→ Provided records
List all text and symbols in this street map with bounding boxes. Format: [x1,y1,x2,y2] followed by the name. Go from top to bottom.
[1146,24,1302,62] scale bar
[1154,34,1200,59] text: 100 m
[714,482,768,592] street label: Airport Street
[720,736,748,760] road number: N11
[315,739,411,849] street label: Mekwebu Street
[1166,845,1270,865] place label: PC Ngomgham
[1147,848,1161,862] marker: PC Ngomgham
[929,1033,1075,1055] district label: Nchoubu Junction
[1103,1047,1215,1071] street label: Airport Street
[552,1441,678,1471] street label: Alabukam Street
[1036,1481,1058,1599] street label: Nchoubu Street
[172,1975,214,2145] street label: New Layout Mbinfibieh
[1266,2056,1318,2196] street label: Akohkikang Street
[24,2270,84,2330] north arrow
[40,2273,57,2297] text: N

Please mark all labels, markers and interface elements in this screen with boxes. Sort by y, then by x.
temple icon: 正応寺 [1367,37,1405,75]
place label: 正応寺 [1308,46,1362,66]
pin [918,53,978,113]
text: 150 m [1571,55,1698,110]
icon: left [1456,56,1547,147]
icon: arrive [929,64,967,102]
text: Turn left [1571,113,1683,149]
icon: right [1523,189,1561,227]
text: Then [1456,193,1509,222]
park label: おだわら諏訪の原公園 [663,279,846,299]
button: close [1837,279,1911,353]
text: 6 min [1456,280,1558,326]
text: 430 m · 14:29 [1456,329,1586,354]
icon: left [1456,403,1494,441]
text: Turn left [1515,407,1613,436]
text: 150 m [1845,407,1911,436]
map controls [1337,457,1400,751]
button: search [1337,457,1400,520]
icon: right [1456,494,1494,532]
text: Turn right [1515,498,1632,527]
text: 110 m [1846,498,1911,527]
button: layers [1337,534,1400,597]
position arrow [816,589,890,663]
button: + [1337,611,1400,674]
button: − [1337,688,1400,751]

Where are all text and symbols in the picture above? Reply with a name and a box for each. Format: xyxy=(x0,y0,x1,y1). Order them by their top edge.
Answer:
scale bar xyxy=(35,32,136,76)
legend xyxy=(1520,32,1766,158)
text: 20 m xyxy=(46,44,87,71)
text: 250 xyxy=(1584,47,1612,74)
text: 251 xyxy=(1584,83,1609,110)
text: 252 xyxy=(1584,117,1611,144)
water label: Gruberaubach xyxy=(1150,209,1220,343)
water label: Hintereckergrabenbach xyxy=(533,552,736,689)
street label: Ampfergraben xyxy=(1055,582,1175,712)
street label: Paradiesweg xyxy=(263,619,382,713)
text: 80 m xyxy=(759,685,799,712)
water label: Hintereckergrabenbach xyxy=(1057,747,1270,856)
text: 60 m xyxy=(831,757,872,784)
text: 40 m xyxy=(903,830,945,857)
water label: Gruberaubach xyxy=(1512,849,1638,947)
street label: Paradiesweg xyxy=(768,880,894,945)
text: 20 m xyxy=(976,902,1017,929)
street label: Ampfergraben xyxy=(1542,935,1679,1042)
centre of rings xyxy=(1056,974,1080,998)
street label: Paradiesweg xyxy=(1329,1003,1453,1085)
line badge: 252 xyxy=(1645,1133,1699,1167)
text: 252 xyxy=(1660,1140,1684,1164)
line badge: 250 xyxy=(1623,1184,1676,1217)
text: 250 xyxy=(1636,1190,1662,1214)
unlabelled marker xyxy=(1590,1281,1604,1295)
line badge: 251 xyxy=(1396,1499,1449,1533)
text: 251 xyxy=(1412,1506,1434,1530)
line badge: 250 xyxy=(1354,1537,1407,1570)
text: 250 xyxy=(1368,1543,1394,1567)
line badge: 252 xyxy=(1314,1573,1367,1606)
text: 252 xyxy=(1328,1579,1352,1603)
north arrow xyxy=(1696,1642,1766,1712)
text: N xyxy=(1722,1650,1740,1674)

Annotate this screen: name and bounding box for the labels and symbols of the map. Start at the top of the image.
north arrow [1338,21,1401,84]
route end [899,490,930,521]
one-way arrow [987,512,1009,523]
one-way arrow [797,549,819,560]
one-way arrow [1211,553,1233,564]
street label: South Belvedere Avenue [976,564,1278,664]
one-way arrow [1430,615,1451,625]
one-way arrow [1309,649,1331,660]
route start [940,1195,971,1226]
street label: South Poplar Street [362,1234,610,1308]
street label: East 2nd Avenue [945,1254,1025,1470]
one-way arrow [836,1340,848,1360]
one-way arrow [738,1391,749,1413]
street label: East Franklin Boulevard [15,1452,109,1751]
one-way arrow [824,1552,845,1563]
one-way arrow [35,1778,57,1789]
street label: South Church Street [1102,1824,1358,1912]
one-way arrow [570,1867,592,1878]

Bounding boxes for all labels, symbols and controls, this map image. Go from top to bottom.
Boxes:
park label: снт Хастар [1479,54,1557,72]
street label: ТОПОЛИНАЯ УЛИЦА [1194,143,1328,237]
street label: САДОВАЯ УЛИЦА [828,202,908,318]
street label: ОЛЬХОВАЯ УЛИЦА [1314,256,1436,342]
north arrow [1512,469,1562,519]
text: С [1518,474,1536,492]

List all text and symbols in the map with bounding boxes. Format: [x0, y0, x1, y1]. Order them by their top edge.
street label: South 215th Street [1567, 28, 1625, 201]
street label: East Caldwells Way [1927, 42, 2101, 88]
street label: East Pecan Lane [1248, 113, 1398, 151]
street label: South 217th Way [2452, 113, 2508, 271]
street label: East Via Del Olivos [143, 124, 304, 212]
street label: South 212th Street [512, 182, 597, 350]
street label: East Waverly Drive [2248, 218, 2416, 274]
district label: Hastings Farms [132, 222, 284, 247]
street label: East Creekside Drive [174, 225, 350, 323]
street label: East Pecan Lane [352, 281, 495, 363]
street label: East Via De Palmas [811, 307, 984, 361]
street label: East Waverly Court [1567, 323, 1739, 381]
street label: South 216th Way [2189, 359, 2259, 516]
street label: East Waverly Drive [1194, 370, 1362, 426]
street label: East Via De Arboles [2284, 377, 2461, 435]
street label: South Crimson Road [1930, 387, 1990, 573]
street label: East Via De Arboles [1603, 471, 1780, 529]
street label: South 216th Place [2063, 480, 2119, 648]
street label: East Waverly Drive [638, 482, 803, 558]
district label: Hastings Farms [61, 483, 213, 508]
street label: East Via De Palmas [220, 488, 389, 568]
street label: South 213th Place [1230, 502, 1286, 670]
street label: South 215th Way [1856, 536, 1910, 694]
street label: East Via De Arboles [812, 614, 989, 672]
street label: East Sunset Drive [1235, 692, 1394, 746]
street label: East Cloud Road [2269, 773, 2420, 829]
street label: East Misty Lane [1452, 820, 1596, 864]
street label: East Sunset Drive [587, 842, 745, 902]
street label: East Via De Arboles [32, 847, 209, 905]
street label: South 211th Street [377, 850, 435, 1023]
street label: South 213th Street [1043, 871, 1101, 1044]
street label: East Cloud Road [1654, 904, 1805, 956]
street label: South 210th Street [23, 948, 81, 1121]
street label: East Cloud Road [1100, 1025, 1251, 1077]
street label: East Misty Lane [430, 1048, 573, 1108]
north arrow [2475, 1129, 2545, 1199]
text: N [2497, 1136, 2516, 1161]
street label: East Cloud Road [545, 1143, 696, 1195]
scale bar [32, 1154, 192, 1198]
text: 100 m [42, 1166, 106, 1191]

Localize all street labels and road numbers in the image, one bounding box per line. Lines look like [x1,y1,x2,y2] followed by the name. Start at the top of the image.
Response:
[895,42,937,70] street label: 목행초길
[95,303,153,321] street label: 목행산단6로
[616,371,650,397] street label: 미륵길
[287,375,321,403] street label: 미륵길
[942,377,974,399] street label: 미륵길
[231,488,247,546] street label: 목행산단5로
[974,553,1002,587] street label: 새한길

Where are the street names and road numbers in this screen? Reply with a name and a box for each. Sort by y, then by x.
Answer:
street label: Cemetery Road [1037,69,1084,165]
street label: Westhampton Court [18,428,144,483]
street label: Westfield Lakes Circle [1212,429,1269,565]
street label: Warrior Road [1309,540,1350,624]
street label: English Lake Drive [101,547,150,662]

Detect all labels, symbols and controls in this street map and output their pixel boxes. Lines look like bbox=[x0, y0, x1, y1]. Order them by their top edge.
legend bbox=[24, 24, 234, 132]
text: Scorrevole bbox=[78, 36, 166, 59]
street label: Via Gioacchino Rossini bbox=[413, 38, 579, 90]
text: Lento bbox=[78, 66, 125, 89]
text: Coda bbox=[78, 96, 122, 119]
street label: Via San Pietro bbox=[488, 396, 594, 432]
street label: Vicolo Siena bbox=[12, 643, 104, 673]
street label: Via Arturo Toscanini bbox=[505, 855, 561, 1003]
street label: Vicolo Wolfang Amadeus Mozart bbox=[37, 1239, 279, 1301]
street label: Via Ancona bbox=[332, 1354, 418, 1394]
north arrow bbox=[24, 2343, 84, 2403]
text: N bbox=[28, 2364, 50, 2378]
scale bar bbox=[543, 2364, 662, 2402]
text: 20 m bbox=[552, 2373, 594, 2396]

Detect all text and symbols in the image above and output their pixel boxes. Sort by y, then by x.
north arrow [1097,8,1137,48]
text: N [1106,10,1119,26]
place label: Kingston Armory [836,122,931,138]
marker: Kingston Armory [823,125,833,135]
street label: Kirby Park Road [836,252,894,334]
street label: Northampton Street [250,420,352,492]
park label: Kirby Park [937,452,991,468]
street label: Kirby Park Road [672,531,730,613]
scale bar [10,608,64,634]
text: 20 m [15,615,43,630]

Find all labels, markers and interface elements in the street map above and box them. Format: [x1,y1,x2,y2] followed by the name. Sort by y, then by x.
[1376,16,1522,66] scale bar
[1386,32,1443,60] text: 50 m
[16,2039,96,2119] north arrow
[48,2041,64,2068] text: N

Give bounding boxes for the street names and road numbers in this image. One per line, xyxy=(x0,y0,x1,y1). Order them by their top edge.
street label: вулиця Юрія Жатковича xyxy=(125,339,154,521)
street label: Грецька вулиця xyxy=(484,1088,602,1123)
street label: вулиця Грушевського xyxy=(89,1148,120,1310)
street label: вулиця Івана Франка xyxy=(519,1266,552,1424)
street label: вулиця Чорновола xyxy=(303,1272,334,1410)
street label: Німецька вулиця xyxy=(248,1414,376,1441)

→ Work required
The answer must be every line of the records that contains the word "Where".

→ Exercise answer
Where are all text and symbols in the picture above? Reply with a name and a box for each. Format: xyxy=(x0,y0,x1,y1). Order them by their top edge.
Where are the street names and road numbers in this screen? Reply with a name and a box for each. Sort by y, then by x.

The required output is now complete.